YOUR GOAL
Each line of the data below that carries the word "fabs" needs to be copied.

--- GIVEN ENTRIES ---

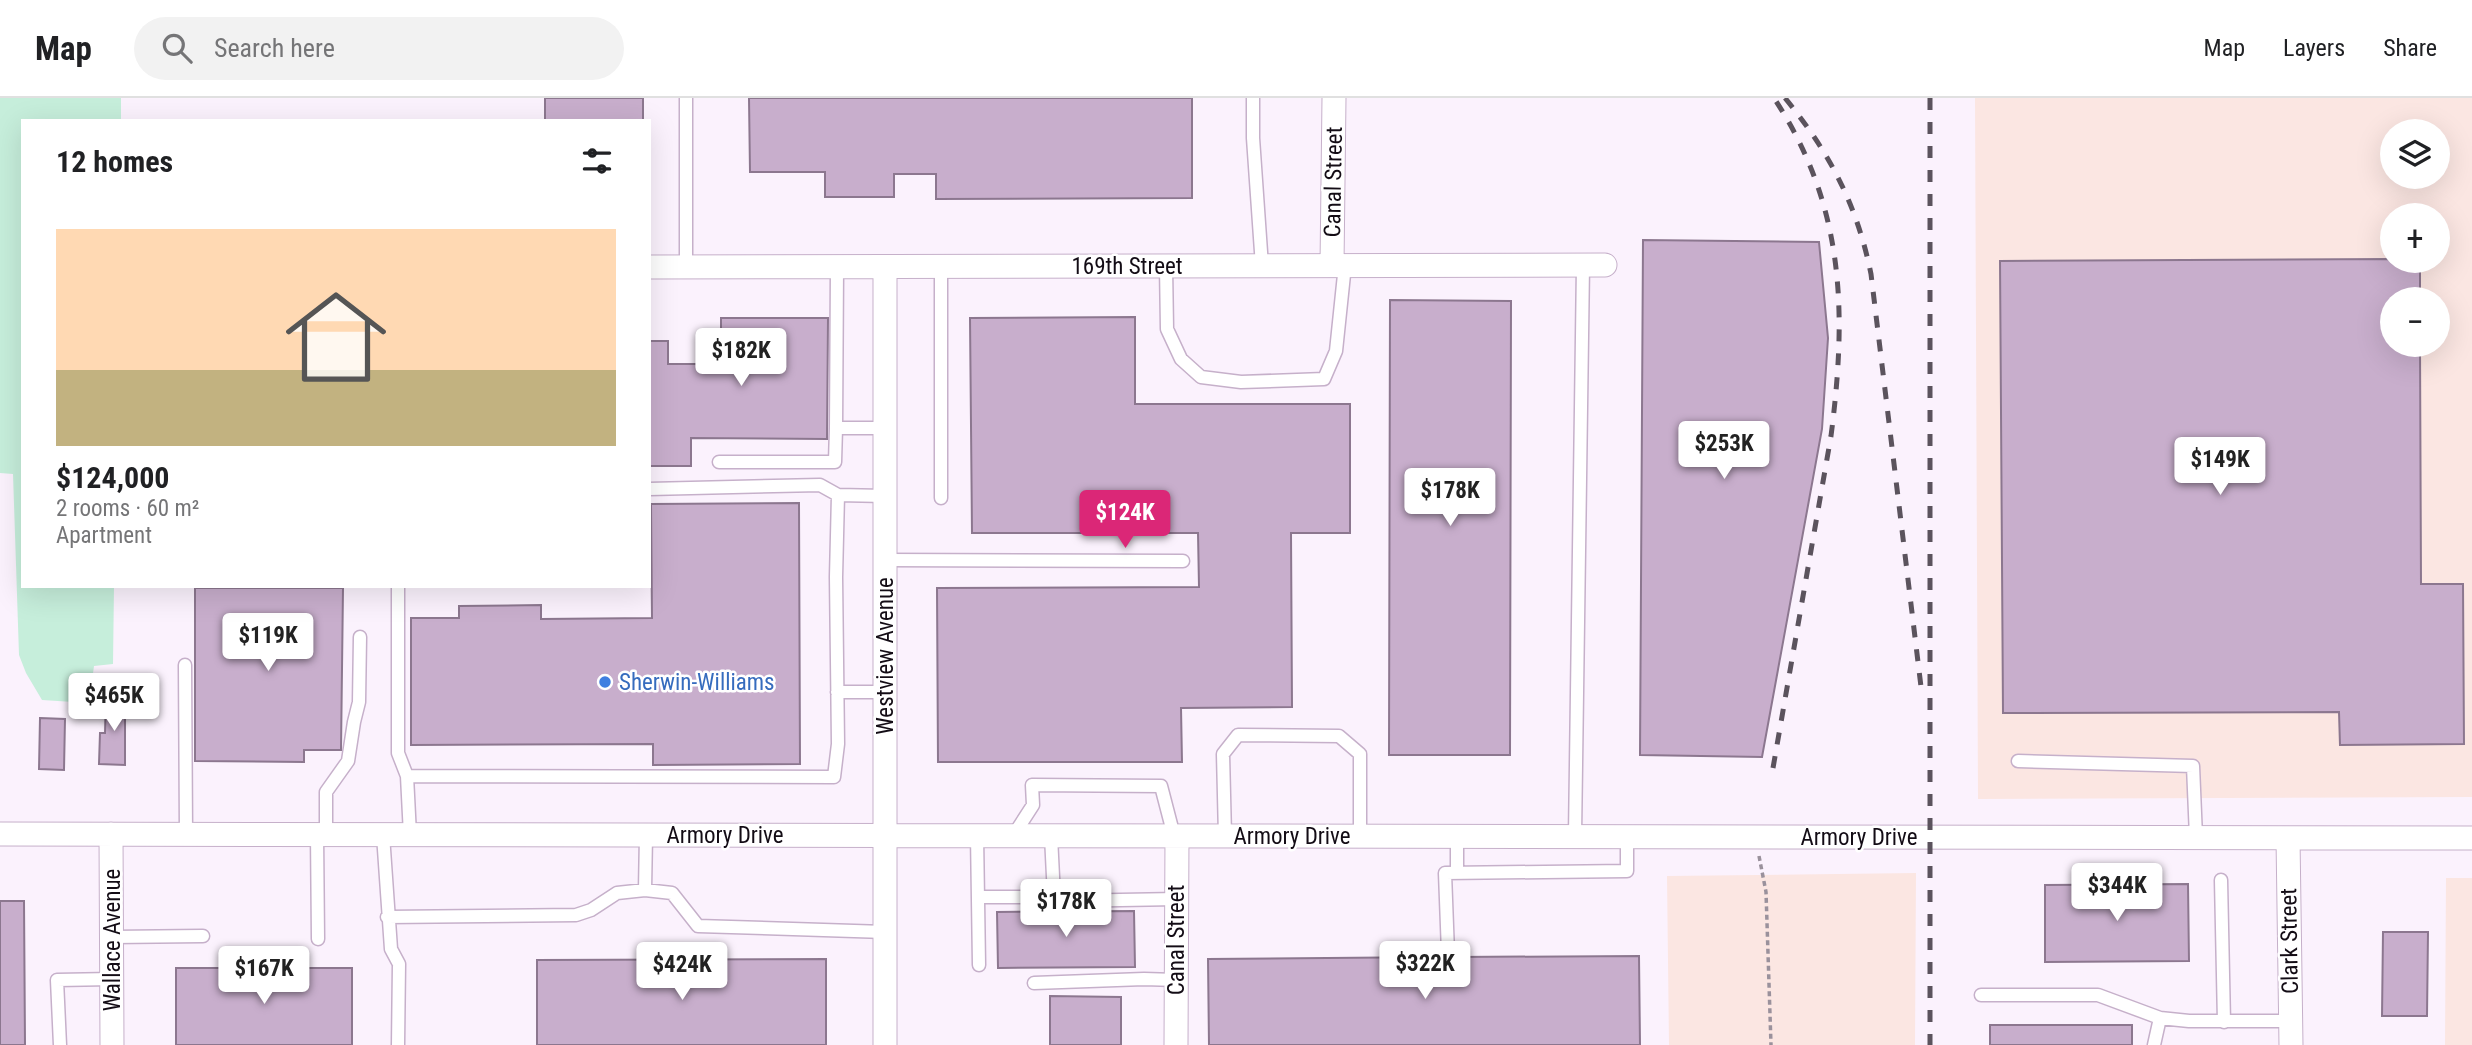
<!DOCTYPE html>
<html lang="en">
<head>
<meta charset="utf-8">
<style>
	:root { --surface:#fff; --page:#f2f2f2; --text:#202124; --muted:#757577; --line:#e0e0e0; --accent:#db2777 }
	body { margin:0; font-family:"Roboto Condensed",sans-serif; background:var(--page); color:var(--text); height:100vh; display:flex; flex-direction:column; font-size:26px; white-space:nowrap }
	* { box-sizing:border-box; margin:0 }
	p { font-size:23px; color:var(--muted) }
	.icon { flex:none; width:38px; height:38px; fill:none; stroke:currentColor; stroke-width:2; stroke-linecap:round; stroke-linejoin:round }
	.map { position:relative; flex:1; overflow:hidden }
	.sheet { position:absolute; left:21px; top:21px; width:630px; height:469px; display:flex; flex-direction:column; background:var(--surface); border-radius:0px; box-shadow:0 7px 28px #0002 }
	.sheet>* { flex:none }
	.fabs { position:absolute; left:2380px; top:21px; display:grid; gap:14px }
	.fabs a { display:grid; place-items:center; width:70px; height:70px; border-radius:50%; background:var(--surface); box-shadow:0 7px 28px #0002; font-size:35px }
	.price { position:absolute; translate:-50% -60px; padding:0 16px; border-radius:7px; background:#fff; color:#222; font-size:23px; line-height:46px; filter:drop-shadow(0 2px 4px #0008) }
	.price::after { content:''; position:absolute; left:50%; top:42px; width:21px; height:16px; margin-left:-10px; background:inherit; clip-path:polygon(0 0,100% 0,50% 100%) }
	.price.selected { background:var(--accent); color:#fff }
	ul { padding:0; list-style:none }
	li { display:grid; align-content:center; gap:14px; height:371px; padding:0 35px }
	li span { display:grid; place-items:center; height:217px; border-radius:0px; color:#555 }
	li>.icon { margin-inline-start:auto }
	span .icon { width:126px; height:126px; fill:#fffc; stroke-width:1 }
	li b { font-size:30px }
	h2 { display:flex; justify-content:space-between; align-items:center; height:84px; padding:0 35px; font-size:30px }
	header { display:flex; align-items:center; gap:42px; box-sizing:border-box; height:98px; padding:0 35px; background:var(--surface); border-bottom:2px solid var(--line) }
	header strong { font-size:33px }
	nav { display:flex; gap:38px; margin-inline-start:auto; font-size:24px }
	.search { width:490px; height:63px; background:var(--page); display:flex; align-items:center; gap:18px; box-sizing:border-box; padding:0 24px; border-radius:38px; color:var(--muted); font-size:26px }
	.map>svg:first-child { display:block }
</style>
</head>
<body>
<header>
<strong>Map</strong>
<div class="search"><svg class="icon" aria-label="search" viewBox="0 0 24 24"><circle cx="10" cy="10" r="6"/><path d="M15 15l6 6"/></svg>Search here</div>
<nav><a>Map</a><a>Layers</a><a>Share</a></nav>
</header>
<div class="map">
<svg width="2472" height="947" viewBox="0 0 2472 947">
	<rect width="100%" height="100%" fill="#fbf2fd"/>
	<path fill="#fbe6e2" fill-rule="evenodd" d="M1975,0H2472V699L1978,701ZM2392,33H2438V79H2392ZM2392,117H2438V163H2392ZM2392,201H2438V247H2392Z
		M1916,775L1915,947H1669L1667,778Z
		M2446,780H2472V947H2445Z"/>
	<path fill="#c6eedb" d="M0,0H121V23H23V488H114L113,566L94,568L89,605L42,602L26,575L19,557L13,376L0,375Z"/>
	<path fill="#c8aecc" stroke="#8c778f" stroke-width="2" d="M545,0H643V23H545Z
		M749,0H1192V100L936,101V76H894V99H825V74H750Z
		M1643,142L1819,144L1828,240L1822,331L1762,659L1640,657Z
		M2392,161V163H2420V201H2392V247H2420L2421,486H2463L2464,646L2340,647L2339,614L2003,615L2000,163Z
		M1390,202L1511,203L1510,657H1389Z
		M1135,219V306H1350V435H1291L1292,609L1181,610L1182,664H938L937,490L1199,489L1198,435H972L970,220Z
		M721,220H828L827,341L691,340V368H649V243H668V266H721Z
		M799,405L800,666L653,667V646L411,647V520H459V508L541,507V521L652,520L651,406Z
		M195,490H343L341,652H304V664L195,663Z
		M106,598L125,599V667L99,666L100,635H105Z
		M40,620L65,621L64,672L39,671Z
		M2188,786L2189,863L2045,864V787Z
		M0,803H24L25,947H0Z
		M1134,813L1135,869L998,870L997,814Z
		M2383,834H2428L2427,918H2382Z
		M1639,858L1640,947H1209L1208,861L1441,859L1448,864L1456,859Z
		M826,861V947H537V862Z
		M176,870H352V947H176Z
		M1050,898L1121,899V947H1050Z
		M1990,927H2132V947H1990Z"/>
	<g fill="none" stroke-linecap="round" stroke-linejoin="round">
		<g stroke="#c6b0ca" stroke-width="15">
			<path id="lane" d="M1253,0V40L1262,168
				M1166,168L1167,231L1181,261L1201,279L1241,284L1324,281L1336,253L1345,167
				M686,169V0
				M941,169V400
				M837,170L836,330H885
				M719,364H835L836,330
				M649,391L820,387L838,397
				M885,462L1183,463
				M398,488V655L407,678
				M185,567L186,736
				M837,594H885
				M2018,663L2193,668L2196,739
				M317,736L318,841
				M326,736V694L348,663L354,624L359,604L360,539
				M383,737L391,851L399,866L398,947
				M410,737L407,678C549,677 692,680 834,679L838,646L836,479L838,397L885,398
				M977,737L979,867
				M1013,738L1033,707L1032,687L1161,688L1174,738
				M1051,738L1054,799L1064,803L1177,801
				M1225,738L1223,656L1238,637L1339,638L1360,656V738
				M1457,738V774
				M1575,738L1583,167
				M2221,782L2224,924
				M645,792L672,795L698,828L885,834
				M978,799H1054
				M387,819L576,817L591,812L617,795L645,792L646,737
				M112,839L203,838
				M1448,855L1445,775L1627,773V739
				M1034,885L1144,881L1176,882
				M1981,897H2098L2160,920L2189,923H2290
				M60,947L57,882L112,881
				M2154,947L2160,920"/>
		</g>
		<g stroke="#c6b0ca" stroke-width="25">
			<path id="street" d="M1332,167L1334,0
				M649,169L1605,167
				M885,170V947
				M0,736L2472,740
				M111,736L112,947
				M2288,740L2291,947
				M1176,947L1177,738"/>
		</g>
		<path stroke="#9a919c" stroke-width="3.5" stroke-dasharray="5 3.5" stroke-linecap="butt" d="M1759,758L1766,794L1771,947"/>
		<use href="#lane" stroke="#fff" stroke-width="12"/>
		<use href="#street" stroke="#fff" stroke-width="23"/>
		<path stroke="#5b535d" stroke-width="5" stroke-dasharray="12 12" stroke-linecap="butt" d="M1785,0C1830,55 1857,107 1871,176L1922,597
			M1930,0V947
			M1773,670L1831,338C1847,214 1845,108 1774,0"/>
	</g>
	<circle fill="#3f7fe0" stroke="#fff" stroke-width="2.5" cx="605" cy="584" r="7"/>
	<g text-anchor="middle" stroke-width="5" stroke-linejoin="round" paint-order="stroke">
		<g font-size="23" fill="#130c15" stroke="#fff">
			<text transform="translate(1333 84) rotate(-89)" y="8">Canal Street</text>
			<text x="1127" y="176">169th Street</text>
			<text transform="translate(885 558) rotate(-90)" y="8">Westview Avenue</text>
			<text x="725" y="745">Armory Drive</text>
			<text x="1292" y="746">Armory Drive</text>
			<text x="1859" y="747">Armory Drive</text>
			<text transform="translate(112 842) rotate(-90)" y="8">Wallace Avenue</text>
			<text transform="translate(1176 842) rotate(-90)" y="8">Canal Street</text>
			<text transform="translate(2289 843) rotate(-91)" y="8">Clark Street</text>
		</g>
		<g font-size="23" fill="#366cbe" stroke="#fff" text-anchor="start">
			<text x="619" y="592">Sherwin-Williams</text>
		</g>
	</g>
</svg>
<div class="fabs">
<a><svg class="icon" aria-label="layers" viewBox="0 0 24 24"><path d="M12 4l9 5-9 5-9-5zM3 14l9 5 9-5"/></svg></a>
<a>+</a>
<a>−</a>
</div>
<b class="price" style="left:741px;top:290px">$182K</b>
<b class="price" style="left:1724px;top:383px">$253K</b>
<b class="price" style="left:2220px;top:399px">$149K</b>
<b class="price" style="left:1450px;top:430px">$178K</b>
<b class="price selected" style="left:1125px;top:452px">$124K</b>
<b class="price" style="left:268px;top:575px">$119K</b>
<b class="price" style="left:114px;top:635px">$465K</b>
<b class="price" style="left:2117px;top:825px">$344K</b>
<b class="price" style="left:1066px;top:841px">$178K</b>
<b class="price" style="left:1425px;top:903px">$322K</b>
<b class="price" style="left:682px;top:904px">$424K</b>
<b class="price" style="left:264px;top:908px">$167K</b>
<section class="sheet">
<h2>12 homes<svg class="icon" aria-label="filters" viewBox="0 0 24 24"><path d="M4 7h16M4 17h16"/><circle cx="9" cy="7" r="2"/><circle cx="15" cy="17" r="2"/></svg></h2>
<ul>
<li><span style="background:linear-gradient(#ffd9b3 65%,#c2b280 0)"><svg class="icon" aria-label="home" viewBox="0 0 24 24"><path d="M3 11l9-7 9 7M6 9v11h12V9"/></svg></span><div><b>$124,000</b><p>2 rooms · 60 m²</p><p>Apartment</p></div></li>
</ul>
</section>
</div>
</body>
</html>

---

ANSWER TO THIS PROBLEM
	.fabs { position:absolute; left:2380px; top:21px; display:grid; gap:14px }
	.fabs a { display:grid; place-items:center; width:70px; height:70px; border-radius:50%; background:var(--surface); box-shadow:0 7px 28px #0002; font-size:35px }
<div class="fabs">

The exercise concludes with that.